PKC-alpha mediates flow-stimulated superoxide production in thick ascending limbs.

机构信息

Department of Internal Medicine, Hypertension and Vascular Research Division, Henry Ford Hospital, 2799 West Grand Blvd., Detroit, MI 48202, USA.

出版信息

Am J Physiol Renal Physiol. 2010 Apr;298(4):F885-91. doi: 10.1152/ajprenal.00543.2009. Epub 2010 Jan 6.

Abstract

We showed that luminal flow increases net superoxide (O(2)(-)) production via NADPH oxidase in thick ascending limbs. Protein kinase C (PKC) activates NADPH oxidase activity in phagocytes, cardiomyocytes, aortic endothelial cells, vascular smooth muscle cells, and renal mesangial cells. However, the flow-activated pathway that induces NADPH oxidase activity in thick ascending limbs is unclear. We hypothesized that PKC mediates flow-stimulated net O(2)(-) production by thick ascending limbs. Initiation of flow (20 nl/min) increased net O(2)(-) production from 4 +/- 1 to 61 +/- 12 AU/s (P < 0.007; n = 5). The NADPH oxidase inhibitor apocynin completely blocked the flow-induced increase in net O(2)(-) production (2 +/- 1 vs. 1 +/- 1 AU/s; P > 0.05; n = 5). Flow-stimulated O(2)(-) was also blocked in p47(phox)-deficient mice. We measured flow-stimulated PKC activity with a fluorescence resonance energy transfer (FRET)-based membrane-targeted PKC activity reporter and found that the FRET ratio increased from 0.87 +/- 0.02 to 0.96 +/- 0.04 AU (P < 0.05; n = 6). In the absence of flow, the PKC activator phorbol 12-myristate 13-acetate (200 nM) enhanced net O(2)(-) production from 5 +/- 2 to 92 +/- 6 AU/s (P < 0.001; n = 6).

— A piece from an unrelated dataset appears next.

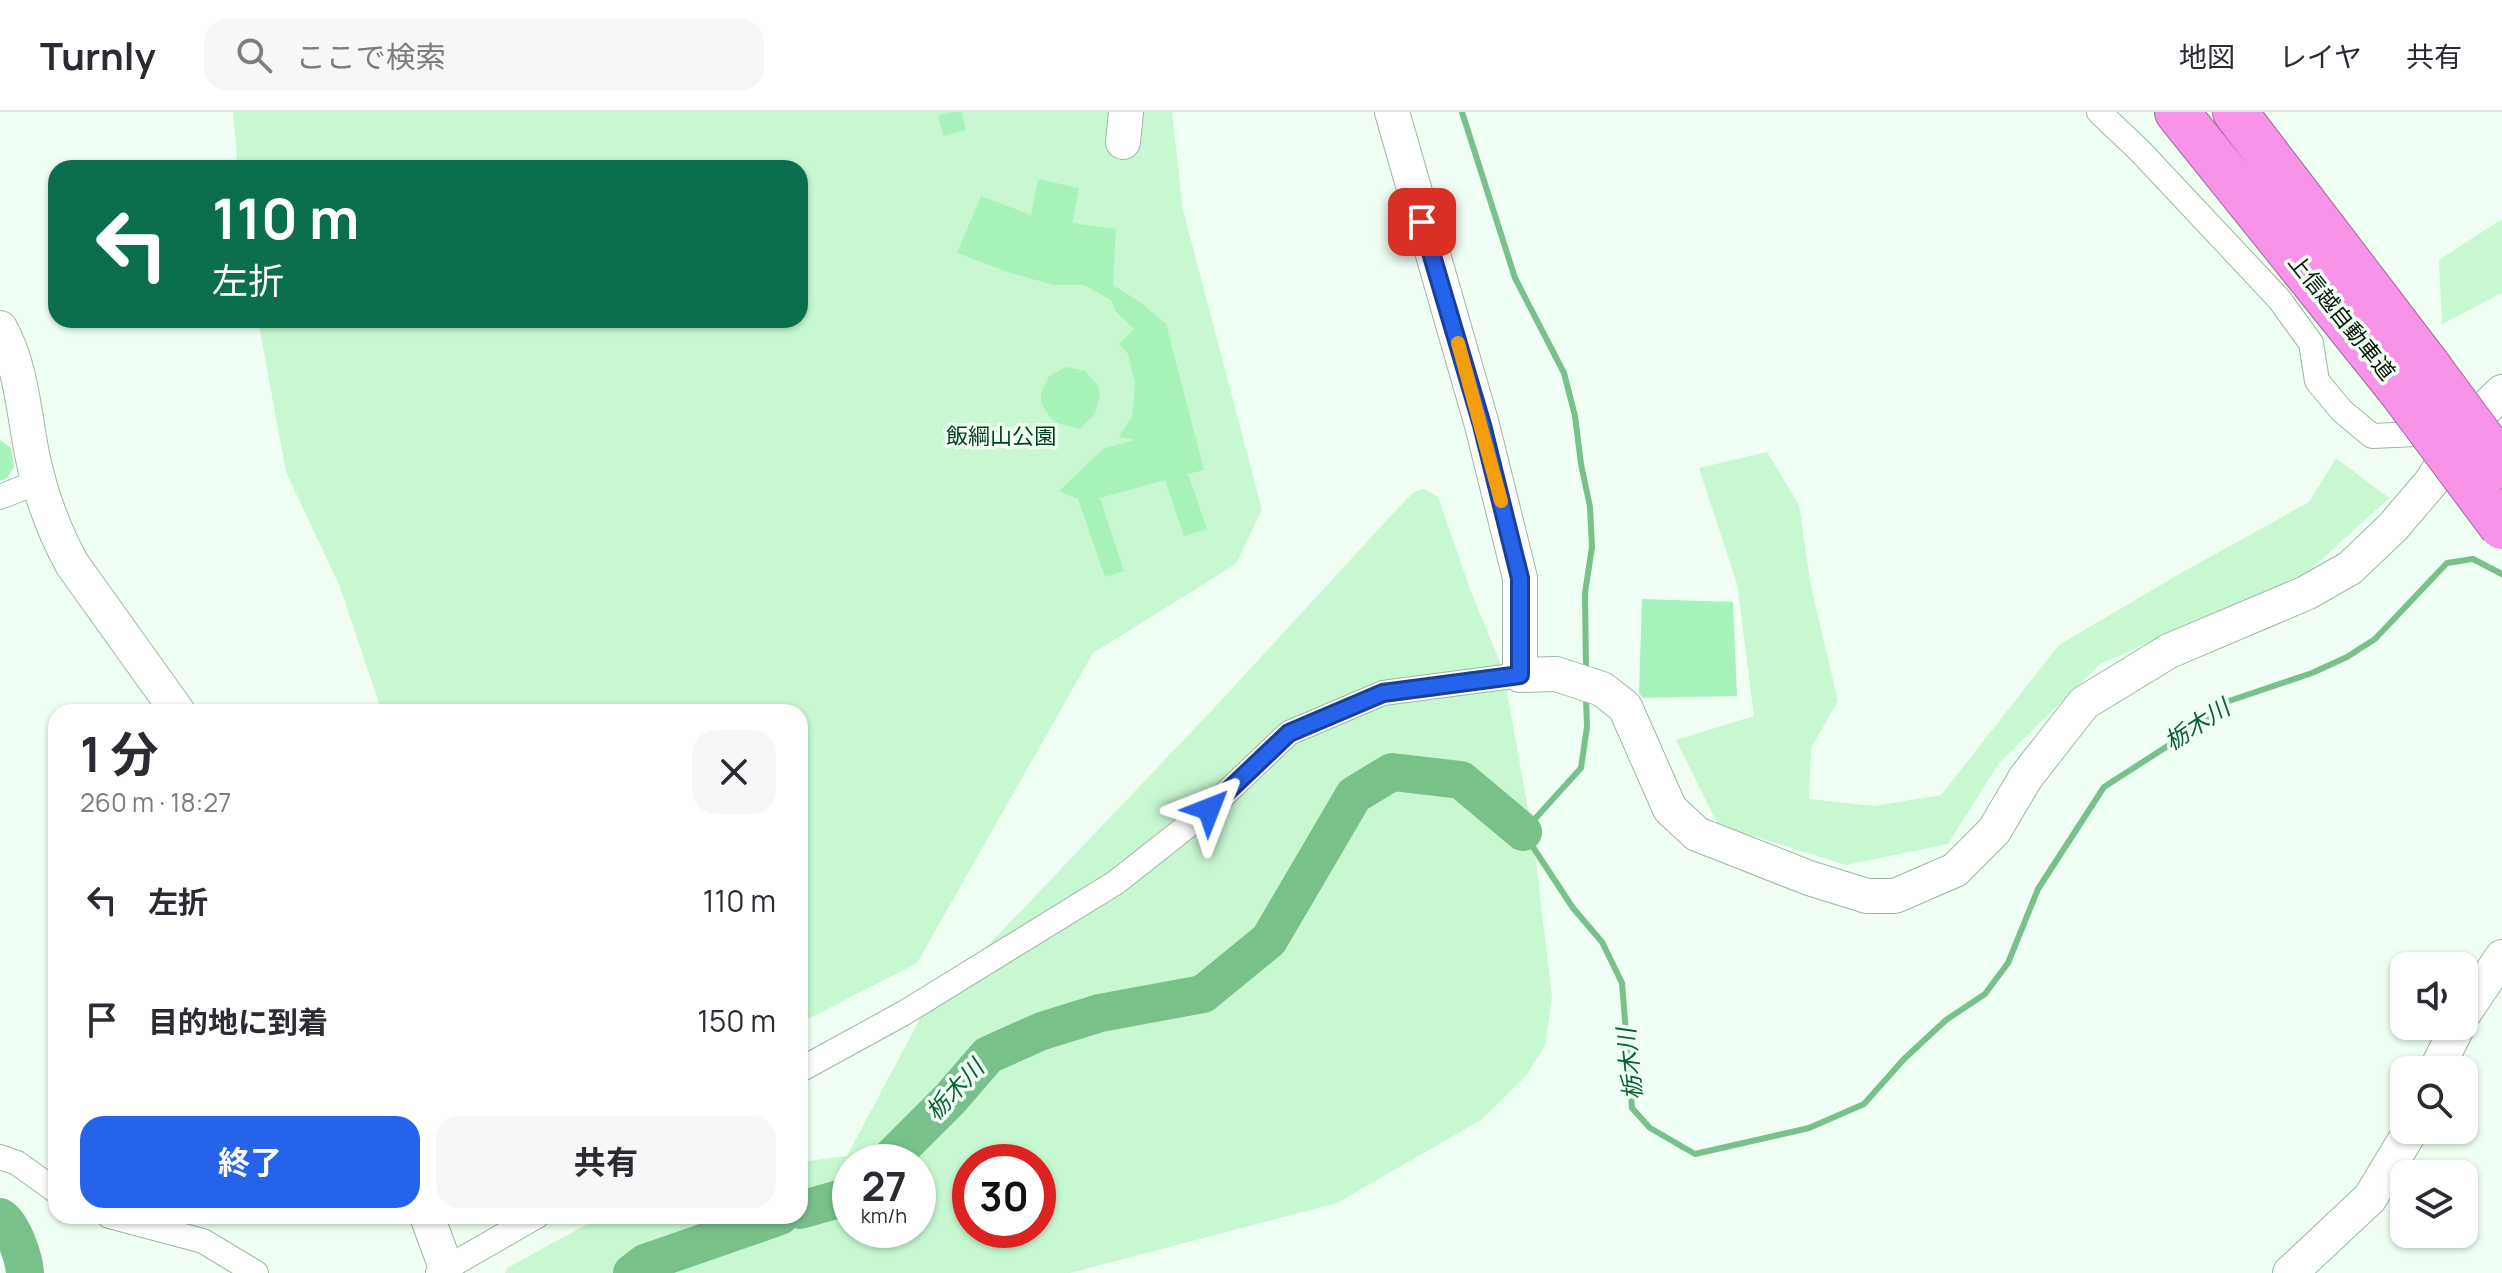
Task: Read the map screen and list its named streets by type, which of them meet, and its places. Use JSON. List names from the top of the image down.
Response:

The PKC-alpha- and betaI-selective inhibitor Gö 6976 (100 nM) decreased flow-stimulated net O(2)(-) production from 54 +/- 15 to 2 +/- 1 AU/s (P < 0.04; n = 5). Flow-induced net O(2)(-) production was inhibited in thick ascending limbs transduced with dominant-negative (dn)PKC-alpha but not dnPKCbetaI or LacZ (Delta = 11 +/- 3 AU/s for dnPKCalpha, 55 +/- 7 AU/s for dnPKCbetaI, and 63 +/- 7 AU/s for LacZ; P < 0.001; n = 6). We concluded that flow stimulates net O(2)(-) production in thick ascending limbs via PKC-alpha-mediated activation of NADPH oxidase.

摘要

我们表明,腔内流动通过 NADPH 氧化酶增加厚升支中的净超氧化物(O(2)(-))产生。蛋白激酶 C(PKC)激活吞噬细胞、心肌细胞、主动脉内皮细胞、血管平滑肌细胞和肾系膜细胞中的 NADPH 氧化酶活性。然而,诱导厚升支中 NADPH 氧化酶活性的流动激活途径尚不清楚。我们假设 PKC 介导厚升支中流动刺激的净 O(2)(-)产生。起始流动(20 nl/min)将净 O(2)(-)产生从 4 +/- 1 增加到 61 +/- 12 AU/s(P < 0.007;n = 5)。NADPH 氧化酶抑制剂 apocynin 完全阻断了流动诱导的净 O(2)(-)产生增加(2 +/- 1 对 1 +/- 1 AU/s;P > 0.05;n = 5)。在 p47(phox)-缺陷型小鼠中,也阻断了流动刺激的 O(2)(-)。我们使用荧光共振能量转移(FRET)基于膜靶向的 PKC 活性报告器测量了流动刺激的 PKC 活性,并发现 FRET 比从 0.87 +/- 0.02 增加到 0.96 +/- 0.04 AU(P < 0.05;n = 6)。在没有流动的情况下,PKC 激活剂佛波醇 12-肉豆蔻酸 13-醋酸盐(200 nM)将净 O(2)(-)产生从 5 +/- 2 增加到 92 +/- 6 AU/s(P < 0.001;n = 6)。PKC-alpha 和 betaI 选择性抑制剂 Gö 6976(100 nM)将流动刺激的净 O(2)(-)产生从 54 +/- 15 减少到 2 +/- 1 AU/s(P < 0.04;n = 5)。在转导有显性负性(dn)PKC-alpha 的厚升支中,流动诱导的净 O(2)(-)产生受到抑制,但 dnPKCbetaI 或 LacZ 则没有(dnPKCalpha 为 11 +/- 3 AU/s,dnPKCbetaI 为 55 +/- 7 AU/s,LacZ 为 63 +/- 7 AU/s;P < 0.001;n = 6)。我们得出结论,PKC-alpha 介导的 NADPH 氧化酶激活通过流动刺激厚升支中的净 O(2)(-)产生。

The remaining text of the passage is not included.